Кроме среднеазиатского отдела на выставке было около десятка построек и интерьеров в «восточном вкусе»: павильоны С.А. Прокофьева, Г.Е. Адельханова, С.Б. Шибаева (рис. 7а), товарищества Нобель (рис. 7б) и Китайский павильон (рис. 1б). Павильон компании Кренгольской мануфактуры был перекрыт «индийским» куполом, который с одинаковой степенью вероятности можно было трактовать как «русский» (рис. 7в).


а.

б.

в.

Рис. 7. Виды XVI Всероссийской промышленной и художественной выставки. Нижний Новгород. 1896:
а – павильон С. Б. Шибаева; б – павильон товарищества Нобель; в – павильон Кренгольской мануфактуры

Интересно сравнить павильоны России и Венгрии на Всемирной выставке в Париже 1900 г. Корреспонденты «Зодчего» и «Строителя» удивлялись, «почему Русский отдел называется Павильон Окраин?». Однако, куратор Русского отдела министр финансов С.Ю. Витте и Генеральный Комиссар русского отдела князь В.Н. Тенишев отвечали на запрос времени, предъявляя Европе и всему миру колоссальные территориальные приобретения Российской Империи.

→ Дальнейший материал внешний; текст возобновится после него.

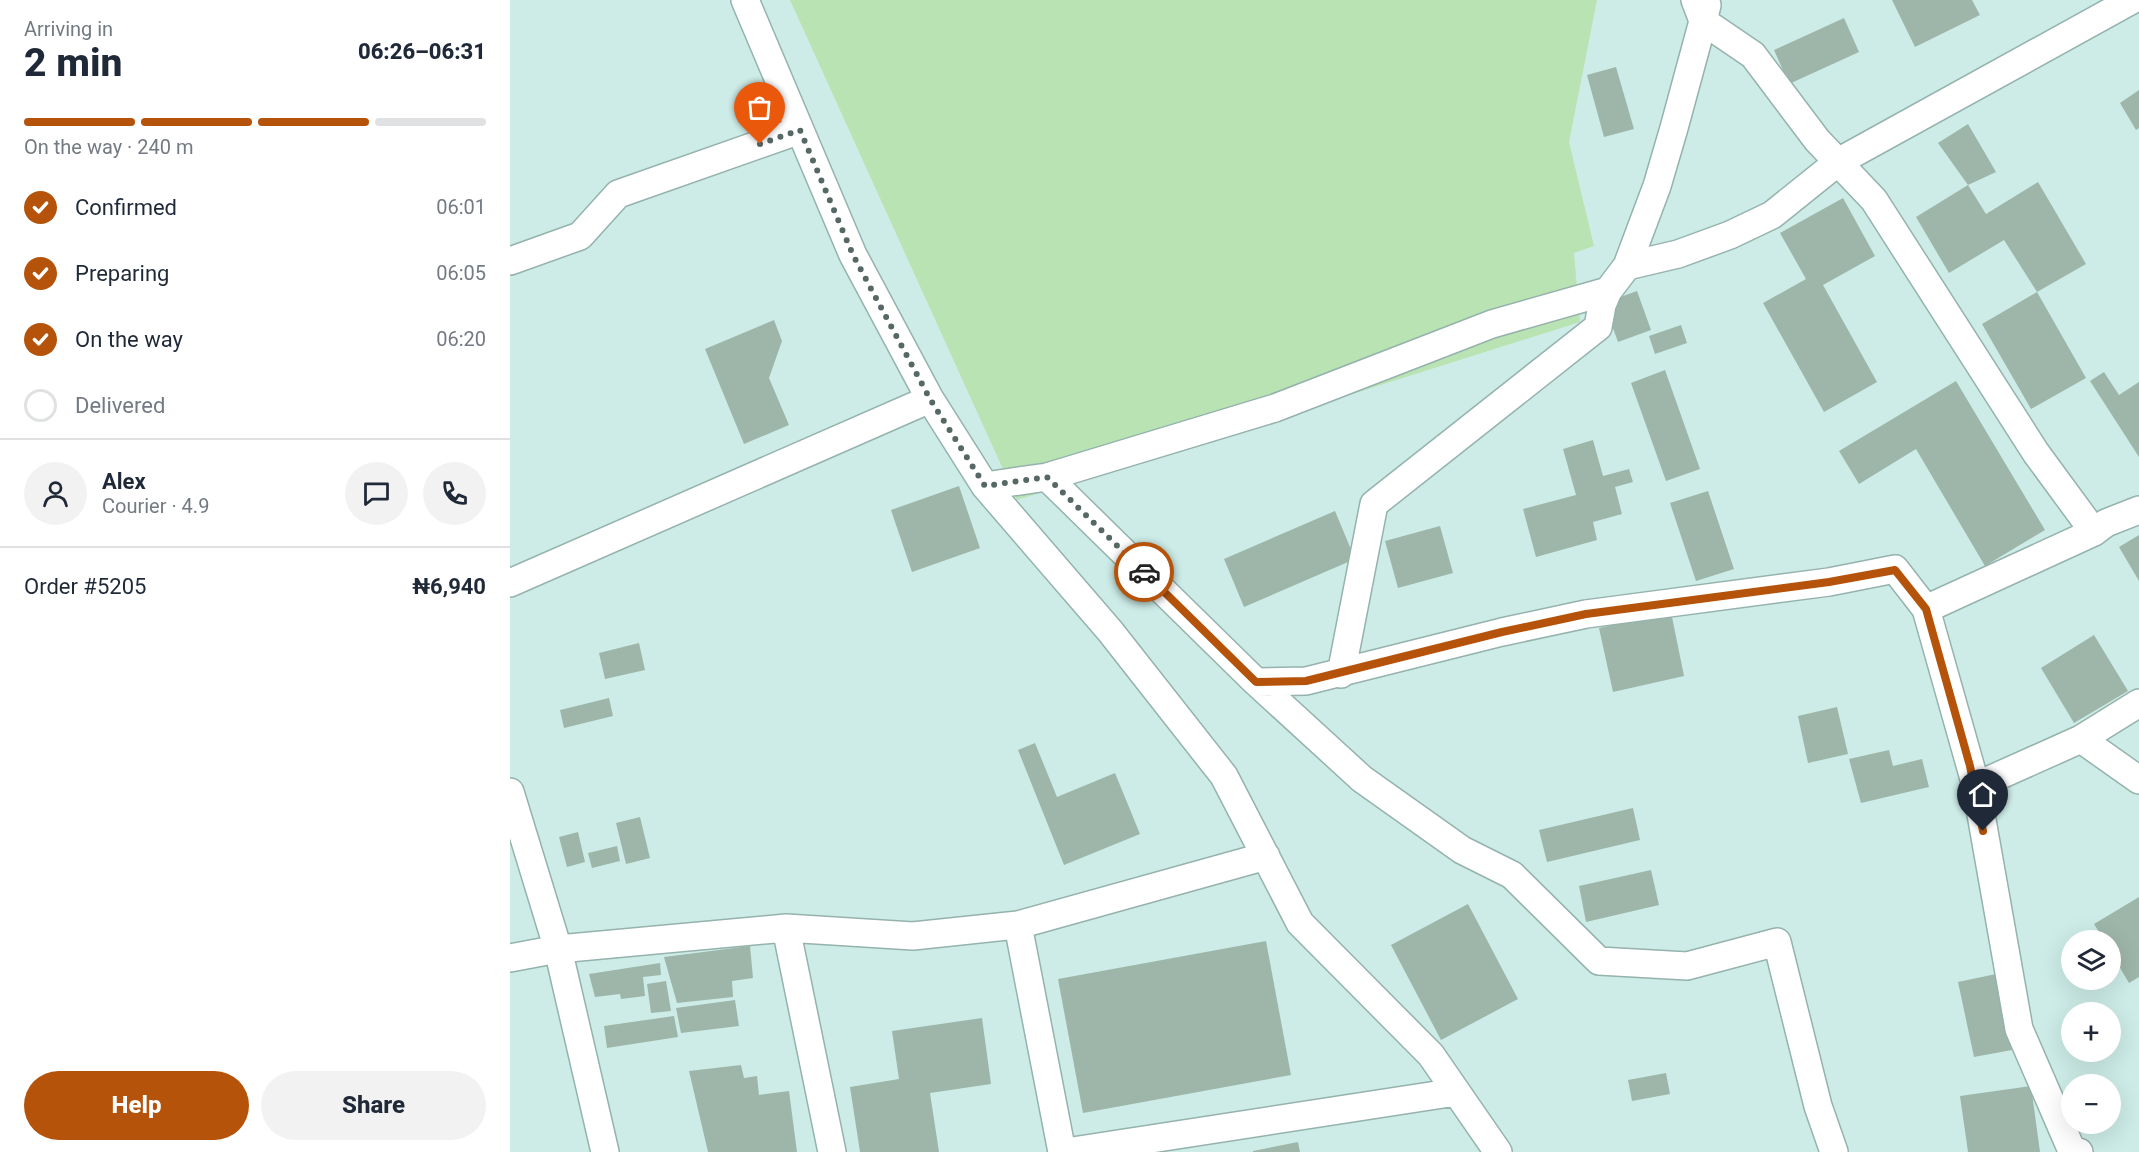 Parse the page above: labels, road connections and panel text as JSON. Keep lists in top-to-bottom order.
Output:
{
  "page": {
    "heading": ["2 min", "Arriving in", "06:26–06:31"],
    "panel": [
      "Alex",
      "Courier · 4.9",
      "Order #5205",
      "₦6,940"
    ],
    "bar": "On the way · 240 m",
    "list": [
      ["Confirmed", "06:01"],
      ["Preparing", "06:05"],
      ["On the way", "06:20"],
      "Delivered"
    ],
    "map_buttons": ["+", "−"],
    "buttons": ["Help", "Share"]
  }
} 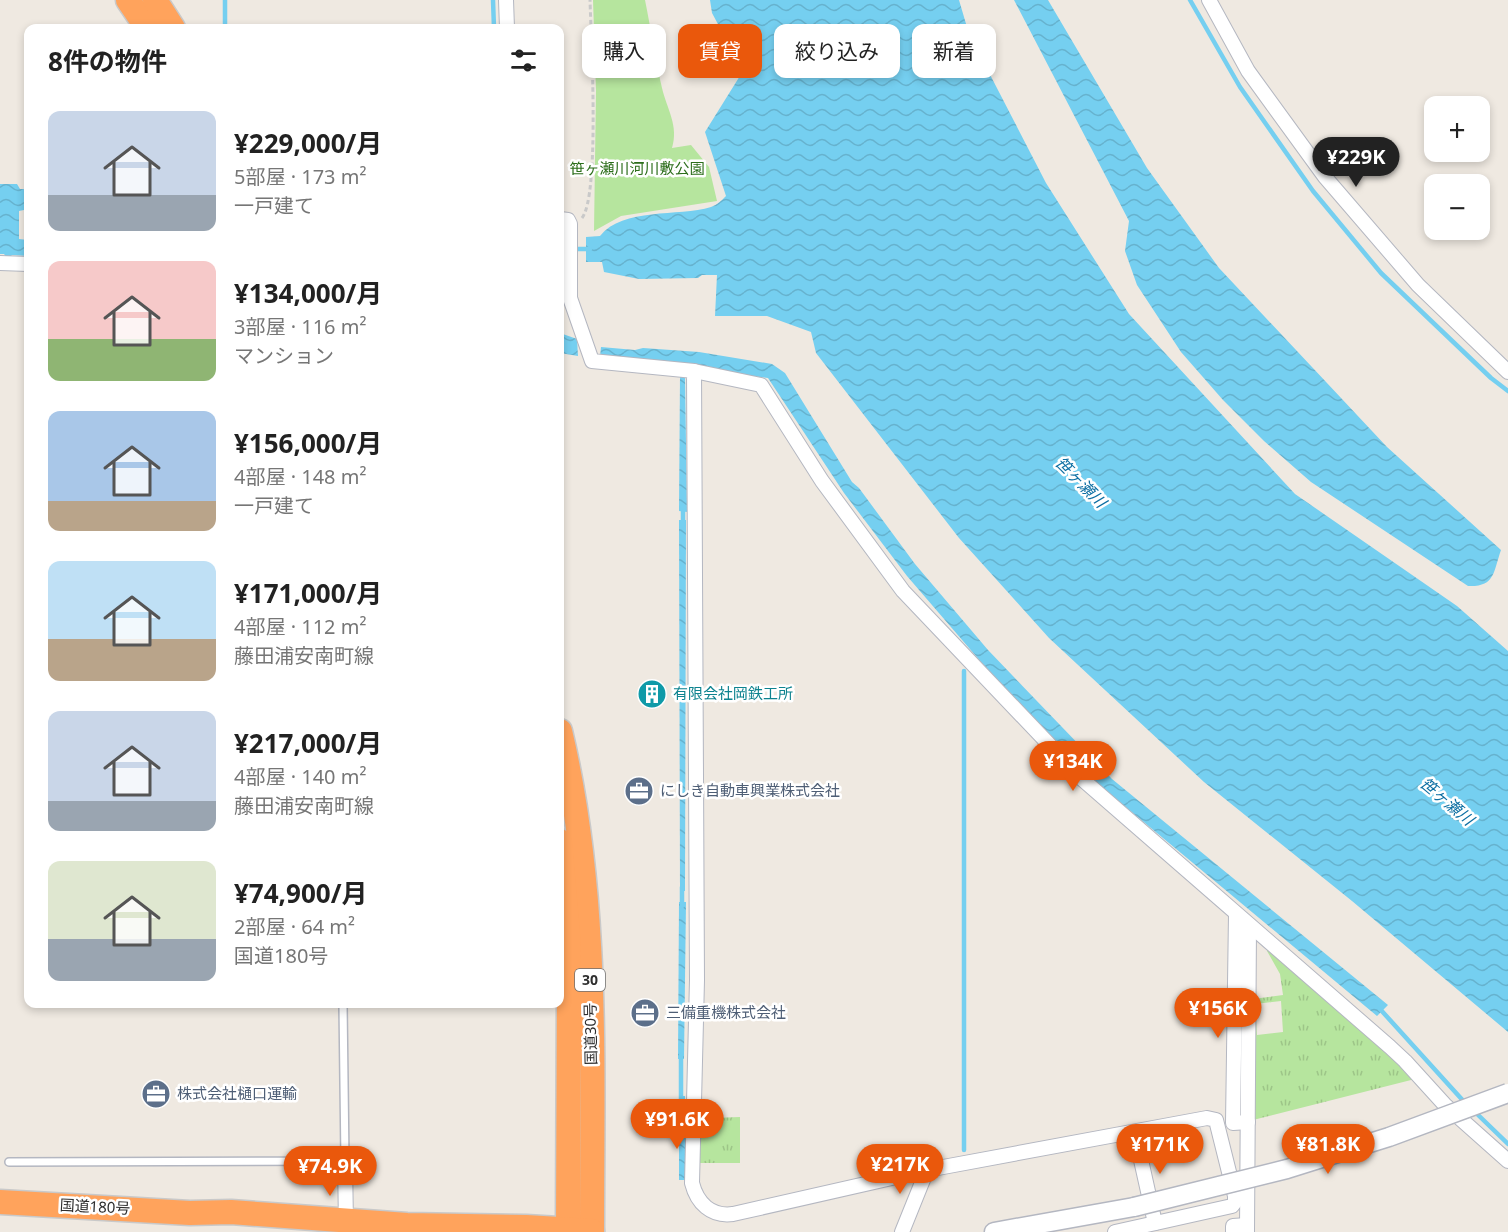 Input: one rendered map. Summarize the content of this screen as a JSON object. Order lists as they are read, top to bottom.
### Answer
{
  "streets": {
    "highway": ["30", "国道30号", "国道180号"]
  },
  "crossings": [
    ["国道30号", "国道180号"]
  ],
  "water": ["笹ヶ瀬川"],
  "parks": ["笹ヶ瀬川河川敷公園"],
  "places": {
    "building": ["有限会社岡鉄工所"],
    "office": ["にしき自動車興業株式会社", "三備重機株式会社", "株式会社樋口運輸"]
  },
  "page": {
    "chip": [
      "購入",
      "賃貸",
      "絞り込み",
      "新着"
    ],
    "heading": "8件の物件",
    "map_buttons": ["+", "−"],
    "list": [
      {
        "name": "¥229,000/月",
        "note": "5部屋 · 173 m² · 一戸建て"
      },
      {
        "name": "¥134,000/月",
        "note": "3部屋 · 116 m² · マンション"
      },
      {
        "name": "¥156,000/月",
        "note": "4部屋 · 148 m² · 一戸建て"
      },
      {
        "name": "¥171,000/月",
        "note": "4部屋 · 112 m² · 藤田浦安南町線"
      },
      {
        "name": "¥217,000/月",
        "note": "4部屋 · 140 m² · 藤田浦安南町線"
      },
      {
        "name": "¥74,900/月",
        "note": "2部屋 · 64 m² · 国道180号"
      }
    ],
    "price": [
      "¥229K",
      "¥134K",
      "¥156K",
      "¥91.6K",
      "¥171K",
      "¥81.8K",
      "¥217K",
      "¥74.9K"
    ]
  }
}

Русский отдел («целый городок Азиатской России и Кавказа»), по свидетельству корреспондента журнала «Строитель», находился недалеко от «соединенных зданий Тонкина, Анама, Кохинхины и Камбоджи» и расположенных «ближе к Сене характерных павильонов Алжира, Египта, Индокитая». [23, с. 837]. Главным архитектором Русского отдела был Р.Ф. Мельцер, его проект можно увидеть на выставке «Русский стиль» во Всероссийском музее декоративного искусства в Москве. Именно павильон Сибири «из всех зданий и павильонов Русского Отдела» по мнению корреспондента «Строителя» заслуживал особого внимания. Главным экспонатом являлся вагон Транссибирской магистрали («Великого Сибирского пути»), за окнами которого крутилась панорама Пясецкого с видами всех вокзалов и станций, от Москвы до Владивостока. Выходя из задней двери вагона, посетители попадали в Китайский отдел, что недвусмысленно намекало на дальнейшие планы Российской Империи. Помимо прочего в русской экспозиции была представлена коллекция буддистских артефактов, собранных князем Э.Э. Ухтомским (рис. 8) и получившая золотую медаль.


а.

б.

Рис. 8. Фрагменты коллекции князя Э.Э. Ухтомского. Фото А.П. Иванова, январь 2021 г.:
а – макет Чистой земли, сделанный по заказу князя Э.Э. Ухтомского в Гусиноозерском дацане. 1904–1905,
Государственный музей истории религии, Санкт-Петербург;
б – Зал с частью коллекции буддийских артефактов,
собранных князем Э.Э. Ухтомским в путешествиях по Монголии, Забайкалью и Китаю (1886–1890).
Государственный Эрмитаж. Санкт-Петербург

В 1900 г. Венгрия впервые принимала участие во Всемирной выставке в качестве независимого государства и пыталась найти убедительный архитектурный образ своей субъектности, используя для этого любые стили, кроме «габсбургского», ассоциировавшегося с Шёнбрунном и Хофбургом. Как и русский отдел, венгерский сектор включал целый городок из разновысотных объемов, выходящий на набережную де Орсе «романским» фасадом с «порталом церкви св. Якова» [23, с. 845]. Северный фасад был составлен из готических фрагментов, сгруппированных вокруг колокольни под сложносоставным барочным завершением. Если австрийский отдел представлял собой «прямоугольное в плане двухэтажное здание в стиле барокко, которым характеризуется большая часть дворцов, общественных и частных зданий Вены» [23, с. 844], то «архитекторы г.г. Бален и Жамбор при создании венгерского павильона соединили все стили, последовательно применяемые в государстве, от романского до новейшего, выгодно выделяя наиболее значительные мотивы» [23, с. 844] и «соединяя мотивы частных домов с мотивами общественных зданий» [23, с. 845]. Однако уже через 10 лет на Выставке в Турине (1911) венгерский павильон назывался «Шатер Аттилы» и представлял собой мощную заявку на новый стиль (прото-ар-деко), лишенный этнографических подробностей и «средневековых» реминисценций. Венгрия символически отказывалась от «европейского» наследия, обращаясь в поисках истока своей государственности к легендарным завоевателям Евразии.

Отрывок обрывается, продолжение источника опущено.